DATA:
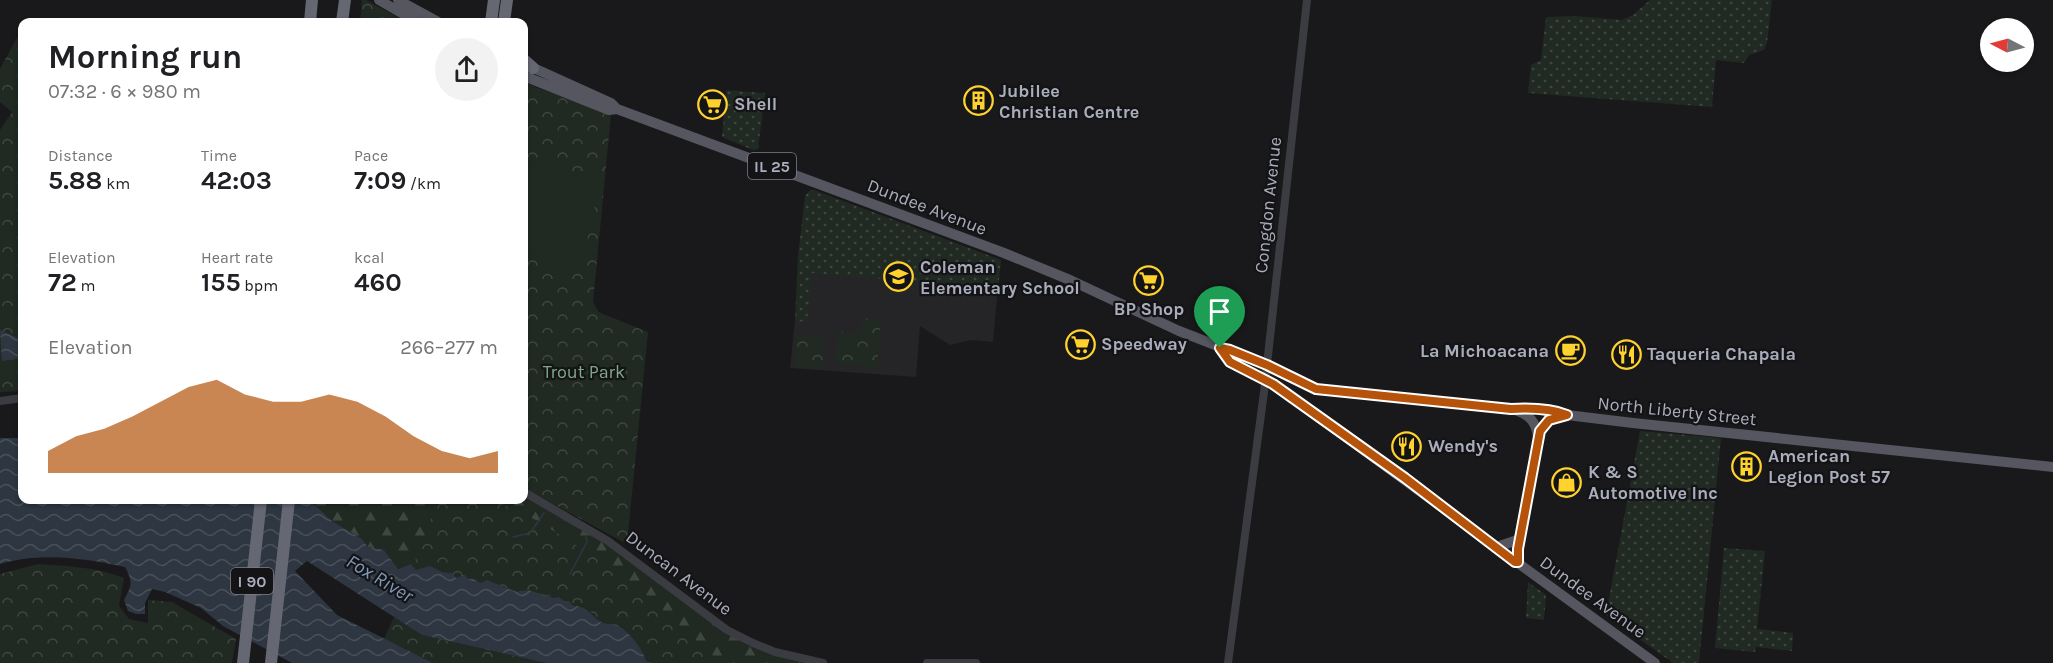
<!DOCTYPE html>
<meta charset="utf-8">
<style>
body{margin:0;font-family:Karla,sans-serif;background:#f2f2f2;color:#202124;height:100vh;display:flex;flex-direction:column;font-size:22px;white-space:nowrap}
*{box-sizing:border-box;margin:0}
p{font-size:20px;color:#757577}
.icon{flex:none;width:33px;height:33px;fill:none;stroke:currentColor;stroke-width:2;stroke-linecap:round;stroke-linejoin:round}
.map{position:relative;flex:1;overflow:hidden}
.side{position:absolute;left:18px;top:18px;width:510px;height:486px;display:flex;flex-direction:column;background:#fff;border-radius:12px;box-shadow:0 2px 4px #0004}
.side>*{flex:none}
.needle{width:39px;rotate:276deg}
.fabs{position:absolute;left:1980px;top:18px;display:grid;gap:12px}
.fabs a{display:grid;place-items:center;width:54px;height:54px;border-radius:50%;background:#fff;box-shadow:0 2px 4px #0004;font-size:30px}
.pin{position:absolute;display:grid;place-items:center;width:51px;height:51px;color:#fff;margin:-62px -26px;border-radius:50% 50% 50% 0;rotate:-45deg;box-shadow:0 0 6px #0007}
.pin .icon{rotate:45deg}
.round{display:grid;place-items:center;flex:none;width:63px;height:63px;border-radius:32px;background:#f2f2f2}
.headline{display:flex;align-items:center;justify-content:space-between;height:102px;padding:0 30px}
h1{font-size:33px;font-weight:700;line-height:45px}
.figures{display:grid;grid-template-columns:repeat(3,1fr);gap:9px;height:102px;padding:6px 30px}
.figures div{display:grid;align-content:center}
.figures b{font-size:26px;font-weight:700}
.figures small{font-size:16px;font-weight:400}
.figures p{font-size:16px}
.chart{height:168px;padding:12px 30px}
.chart p{display:flex;justify-content:space-between}
.chart svg{width:100%;height:108px;margin-top:6px;fill:#b45309;opacity:.7}
.map>svg:first-child{display:block}
.built{fill:#252528}
.grass{fill:url(#grass-dots)}
.forest{fill:url(#forest-firs)}
.park{fill:url(#park-crowns)}
.garden{fill:#202a22}
.water{fill:url(#water-waves)}
.lines{fill:none;stroke-linecap:round;stroke-linejoin:round}
.stream{stroke:#2d3641;stroke-width:1.5}
.minor{stroke:#3b3c42;stroke-width:8}
.major{stroke:#555660;stroke-width:10}
.highway{stroke:#656772;stroke-width:12}
.route-casing{stroke:#fff;stroke-width:12}
.route{stroke:#b45309;stroke-width:8}
.labels{text-anchor:middle;stroke-width:4.5;stroke-linejoin:round;paint-order:stroke}
.shield{fill:#141416;stroke:#7d7f8a;stroke-width:1.5}
.shield-label{font-size:16px;font-weight:bold;fill:#aaadbc}
.poi-label{font-size:18px;font-weight:bold;fill:#aaadbc;stroke:#141416;text-anchor:start}
.street-label{font-size:18px;fill:#aaadbc;stroke:#141416}
.park-label{font-size:18px;fill:#80a887;stroke:#141416}
.water-label{font-size:20px;font-style:italic;fill:#7f97b9;stroke:#141416}
</style>
<div class="map">
<svg width="2053" height="663" viewBox="0 0 2053 663">
<defs>
<pattern id="grass-dots" width="8" height="8" patternUnits="userSpaceOnUse" patternTransform="scale(1.5)"><rect width="8" height="8" fill="#202a22"/><path d="M2 2h.1M6 6h.1" fill="none" stroke="#3e4640" stroke-width="1.8" stroke-linecap="round"/></pattern>
<pattern id="forest-firs" width="22" height="20" patternUnits="userSpaceOnUse" patternTransform="scale(1.5)"><rect width="22" height="20" fill="#202a22"/><path d="M5 1l3.5 6h-7zM16 11l3.5 6h-7z" fill="#3e4640"/></pattern>
<pattern id="park-crowns" width="20" height="18" patternUnits="userSpaceOnUse" patternTransform="scale(1.5)"><rect width="20" height="18" fill="#202a22"/><path d="M2 6a3 3 0 1 1 6 0M12 15a3 3 0 1 1 6 0" fill="none" stroke="#3e4640"/></pattern>
<pattern id="water-waves" width="16" height="10" patternUnits="userSpaceOnUse" patternTransform="scale(1.5)"><rect width="16" height="10" fill="#2d3641"/><path d="M0 5q4-4 8 0t8 0" fill="none" stroke="#49505a"/></pattern>
</defs>
<rect width="100%" height="100%" fill="#19191b"/>
<path class="built" d="M808,193L1000,266L993,342L971,340L950,345L920,326L916,377L790,368Z"/>
<path class="grass" d="M1650,0H1772L1767,43L1764,50L1749,55L1744,63L1716,60L1712,107L1528,93L1531,65L1541,60L1546,17L1575,16L1622,20L1633,15Z
M726,90L765,93L758,149L753,150L722,137Z
M810,190H814L1001,260L998,289L961,286V283L921,280L920,282L812,273L807,322L795,321L798,256L805,196Z
M1640,431L1721,438L1699,663H1673L1606,615Z
M1724,548L1765,551L1757,629L1793,633L1792,651L1756,647L1755,652L1715,648Z
M1528,582L1546,595L1544,620L1526,618Z"/>
<path class="forest" d="M524,496L591,534L646,571L710,622L805,663H653L452,573L416,570L411,564L398,569L384,550L368,547L362,539L332,521L314,504L316,500H524Z"/>
<path class="park" d="M362,0H366L406,22H360Z
M22,36V391L0,392V130L12,112L0,102V69L17,38Z
M524,82L538,88L611,114L593,302L598,311L603,314L648,332L627,544L524,488Z
M863,318L881,320L877,367L836,364L839,330H842L843,333L861,334Z
M797,336L824,338L823,367L795,366Z
M443,500H493L538,521L617,571L642,591L721,663H653L646,661L643,649L618,625L602,623L591,612L580,605L573,606L550,595L528,590L517,592L487,580L481,583L473,579L456,578L452,573L442,572L430,566L416,570L413,566L437,503Z
M38,564C67,566 97,567 124,578L119,606L129,619L148,623V600L172,602L236,639L232,663H0V574Z
M394,617L422,635L546,663H433L384,639Z"/>
<path class="garden" d="M542,164L601,179L581,266L572,271L550,265V261L524,253V168Z"/>
<path class="water" d="M0,330L22,340V358L2,361Z
M0,438H22V500H294L314,504L332,521L362,539L368,547L384,550L398,569L411,564L416,570L430,566L442,572L452,573L456,578L464,575L469,580L473,579L481,583L487,580L517,592L528,590L554,598L559,597L564,601H569L573,606C587,605 591,616 601,622C606,625 611,623 616,625C628,629 643,650 646,661L653,663H546L422,635L307,561L295,571L337,615L433,663H292L223,626L201,608L165,592L152,589L145,603V614H136L128,611L124,600C132,585 133,582 125,567C83,558 42,552 0,564Z"/>
<g class="lines">
<path class="stream" d="M513,537L530,533L544,513
M570,574L587,542L586,537"/>
<path class="minor" d="M0,401L22,398
M524,492L608,541L727,630L753,643L775,652L823,663
M927,663H976
M1228,663L1264,392L1307,0"/>
<path class="major" d="M379,0L417,22
M398,0L438,22
M527,65L611,103L617,109L1004,253L1070,280L1179,331L1267,365L1316,389L1511,409C1529,408 1550,408 1567,415L1633,423L2053,467
M524,76L609,110L617,109
M1220,348L1230,361L1273,384L1655,663
M1515,410C1530,415 1536,422 1538,437
M1497,547L1520,539
M1518,562V549L1540,431L1549,420L1566,416"/>
<path class="highway" d="M310,22L312,0
M342,22L345,0
M491,22L494,0
M504,22L507,0
M524,60L533,68
M243,663L261,500
M271,663L289,500"/>
</g>
<g class="lines">
<defs>
<path id="route" d="M1220,348L1230,350L1267,365L1316,389L1511,409C1529,408 1550,408 1567,415L1549,420L1540,431L1518,549V562H1515L1405,478L1273,384L1230,362Z"/>
</defs>
<use href="#route" class="route-casing"/>
<use href="#route" class="route"/>
</g>
<defs>
<symbol id="building-ring" viewBox="-11 -11 22 22"><circle r="9.5" fill="#141416" stroke="#ffd22d" stroke-width="1.5"/><path d="M-4-6H4V6H1V3H-1V6H-4ZM-2.5-4.3h1.7v1.8h-1.7ZM.8-4.3h1.7v1.8H.8ZM-2.5-1h1.7V.8h-1.7ZM.8-1h1.7V.8H.8Z" fill="#ffd22d"/></symbol>
<symbol id="supermarket-ring" viewBox="-11 -11 22 22"><circle r="9.5" fill="#141416" stroke="#ffd22d" stroke-width="1.5"/><path d="M-6-5.5h2.5l.6 2H6L4.5 2H-2.5L-4.4-4H-6ZM-1.5 3.2a1.3 1.3 0 1 0 .1 0ZM3 3.2a1.3 1.3 0 1 0 .1 0Z" fill="#ffd22d"/></symbol>
<symbol id="school-ring" viewBox="-11 -11 22 22"><circle r="9.5" fill="#141416" stroke="#ffd22d" stroke-width="1.5"/><path d="M0-5L7-2L0 1L-7-2ZM-4 1L0 2.5L4 1V4Q0 6-4 4Z" fill="#ffd22d"/></symbol>
<symbol id="cafe-ring" viewBox="-11 -11 22 22"><circle r="9.5" fill="#141416" stroke="#ffd22d" stroke-width="1.5"/><path d="M-5.5-4.5H6V0H3Q3 3.5 0 3.5H-2.5Q-5.5 3.5-5.5 0ZM3-3.2v2h1.7v-2ZM-6 4.5H4V6H-6Z" fill="#ffd22d"/></symbol>
<symbol id="restaurant-ring" viewBox="-11 -11 22 22"><circle r="9.5" fill="#141416" stroke="#ffd22d" stroke-width="1.5"/><path d="M-5-6h1v4h1v-4h1v4h1v-4h1v5L-1.5 .5V6h-2V.5L-5-1ZM5-6V6H3V1.5H1.5Q1.5-4 5-6Z" fill="#ffd22d"/></symbol>
<symbol id="shop-ring" viewBox="-11 -11 22 22"><circle r="9.5" fill="#141416" stroke="#ffd22d" stroke-width="1.5"/><path d="M-5-2.5h2.3a2.7 3.5 0 0 1 5.4 0H5L5.5 6h-11ZM-1.5-2.5h3a1.5 2.3 0 0 0-3 0Z" fill="#ffd22d"/></symbol>
</defs>
<g fill-rule="evenodd">
<use href="#building-ring" x="962" y="84" width="33" height="33"/>
<use href="#supermarket-ring" x="696" y="88" width="33" height="33"/>
<use href="#school-ring" x="882" y="260" width="33" height="33"/>
<use href="#supermarket-ring" x="1132" y="264" width="33" height="33"/>
<use href="#supermarket-ring" x="1064" y="328" width="33" height="33"/>
<use href="#cafe-ring" x="1554" y="334" width="33" height="33"/>
<use href="#restaurant-ring" x="1610" y="338" width="33" height="33"/>
<use href="#restaurant-ring" x="1390" y="430" width="33" height="33"/>
<use href="#building-ring" x="1730" y="450" width="33" height="33"/>
<use href="#shop-ring" x="1550" y="466" width="33" height="33"/>
</g>
<g class="labels">
<g class="shield">
<rect x="748" y="153" width="48" height="26" rx="4.5"/>
<rect x="231" y="568" width="42" height="26" rx="4.5"/>
</g>
<g class="shield-label">
<text x="772" y="172">IL 25</text>
<text x="252" y="587">I 90</text>
</g>
<g class="poi-label">
<text x="999" y="97">Jubilee<tspan x="999" dy="21">Christian Centre</tspan></text>
<text x="734" y="110">Shell</text>
<text x="920" y="273">Coleman<tspan x="920" dy="21">Elementary School</tspan></text>
<text x="1149" y="315" text-anchor="middle">BP Shop</text>
<text x="1101" y="350">Speedway</text>
<text x="1549" y="357" text-anchor="end">La Michoacana</text>
<text x="1647" y="360">Taqueria Chapala</text>
<text x="1428" y="452">Wendy's</text>
<text x="1768" y="462">American<tspan x="1768" dy="21">Legion Post 57</tspan></text>
<text x="1588" y="478">K &amp; S<tspan x="1588" dy="21">Automotive Inc</tspan></text>
</g>
<g class="street-label">
<text transform="translate(1268 205) rotate(-84)" y="6">Congdon Avenue</text>
<text transform="translate(927 207) rotate(21)" y="6">Dundee Avenue</text>
<text transform="translate(1677 411) rotate(6)" y="6">North Liberty Street</text>
<text transform="translate(679 573) rotate(37)" y="6">Duncan Avenue</text>
<text transform="translate(1593 597) rotate(36)" y="6">Dundee Avenue</text>
</g>
<g class="park-label">
<text x="584" y="378">Trout Park</text>
</g>
<g class="water-label">
<text transform="translate(380 578) rotate(31)" y="7">Fox River</text>
</g>
</g>
</svg>
<div class="fabs">
<a><svg class="needle" viewBox="-14 -14 28 28"><path d="M0-13l5 13h-10z" fill="#e53935"/><path d="M0 13l5-13h-10z" fill="#757577"/></svg></a>
</div>
<div class="pin" style="left:1220px;top:348px;background:#1e9e55"><svg class="icon" aria-label="arrive" viewBox="0 0 24 24"><path d="M6 21V4h12l-3 4 3 4H6"/></svg></div>
<section class="side">
<div class="headline"><div><h1>Morning run</h1><p>07:32 · 6 × 980 m</p></div><a class="round"><svg class="icon" aria-label="share" viewBox="0 0 24 24"><path d="M12 15V3M7 8l5-5 5 5M5 13v7h14v-7"/></svg></a></div>
<div class="figures">
<div><p>Distance</p><b>5.88<small> km</small></b></div>
<div><p>Time</p><b>42:03</b></div>
<div><p>Pace</p><b>7:09<small> /km</small></b></div>
</div>
<div class="figures">
<div><p>Elevation</p><b>72<small> m</small></b></div>
<div><p>Heart rate</p><b>155<small> bpm</small></b></div>
<div><p>kcal</p><b>460</b></div>
</div>
<div class="chart"><p><span>Elevation</span>266–277 m</p>
<svg viewBox="0 0 160 44" preserveAspectRatio="none"><path d="M0 44V35L10 29L20 26L30 21L40 15L50 9L60 6L70 12L80 15L90 15L100 12L110 15L120 21L130 29L140 35L150 38L160 35V44z"/></svg>
</div>
</section>
</div>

PROBLEM TO SOLVE:
In the entries above, find each line that includes the string "minor" and copy it.

ANSWER BOX:
.minor{stroke:#3b3c42;stroke-width:8}
<path class="minor" d="M0,401L22,398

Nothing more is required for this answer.